In the second step, we prove $m=1$ . By $n^2 \mid (2^n+1)$ we have $2^{3^mc}\equiv -1\pmod{3^{2m}}$ , thus

$2^{2\times3^mc}\equiv 1\pmod{3^{2m}}\cdots(4)$

If $m\geq 2$ , then we get that the order of $2$ modulo $3^{2m}$ is $2\times 3^{2m-1}$ (The proof is left as an exercise to the reader). So $(4)$ implies $2\times 3^{2m-1}\mid 2\times 3^mc$ , i.e. $3^{m-1}\mid c$ . Thus $3\mid c$ (as $m\geq 2$ ), which contradicts $3\not\mid c$ in $(3)$ . So $m=1$ .

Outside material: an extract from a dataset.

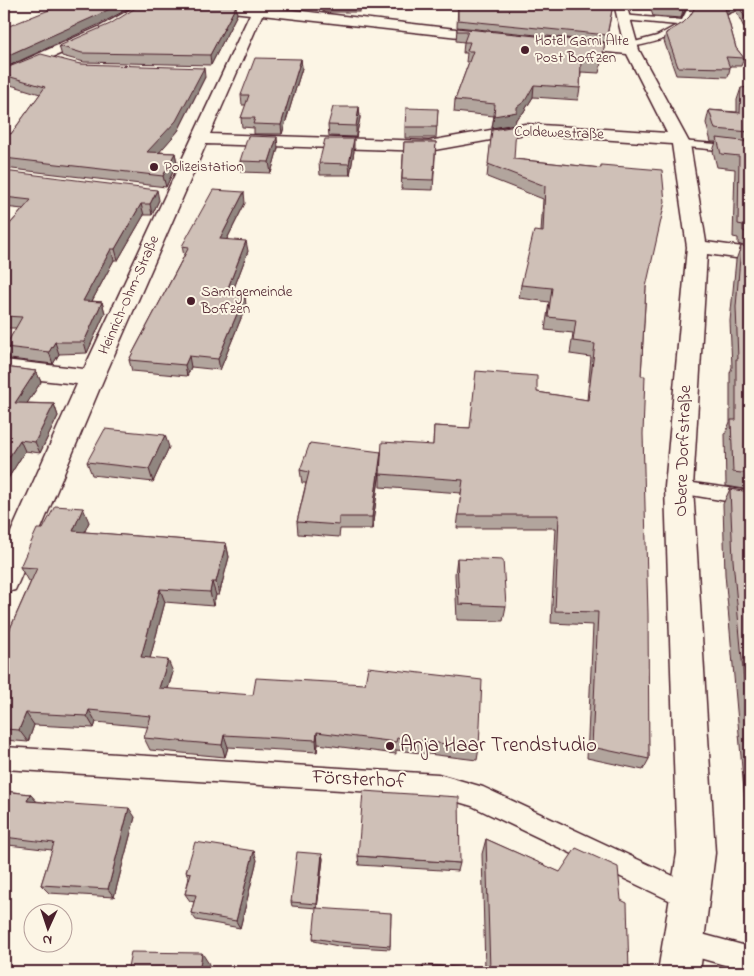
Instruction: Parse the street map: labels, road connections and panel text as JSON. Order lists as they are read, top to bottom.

In the third step, we prove $c=1$ in $(3)$ . This can be done similarly as the first step.

If $c>1$ , let $s$ be the least prime divisor of $c$ , then

$2^{3c}\equiv -1 \pmod{s}\cdots(5)$

Let $r_2$ be the order of $2$ modulo $s$ . By $(5)$ we have $2^{6c}\equiv 1\pmod{s}$ . Furthermore we also have $2^{s-1}\equiv 1\pmod{s}$ , so $r_2 \mid 6c$ and $r_2 \mid (s-1)$ , thus $r_2 \mid \gcd(6c,s-1)$ . According to the choice of $s$ we have $\gcd(s-1,c)=1$ , so $r_2\mid 6$ . Also, $2^{r_2}\equiv 1\pmod{s}$ implies $s=3$ or $7$ . It is easy to see that $s=3$ is impossible, and by $(5)$ , $s=7$ is impossible too. Thus $c=1$ , and $n=3$ .

Note that if we first prove $c=1$ in $(3)$ , then it would not work well. Here the order of proof is very important. Besides, the identity $m=1$ in the second step can also be proved by comparing the powers of primes as follows.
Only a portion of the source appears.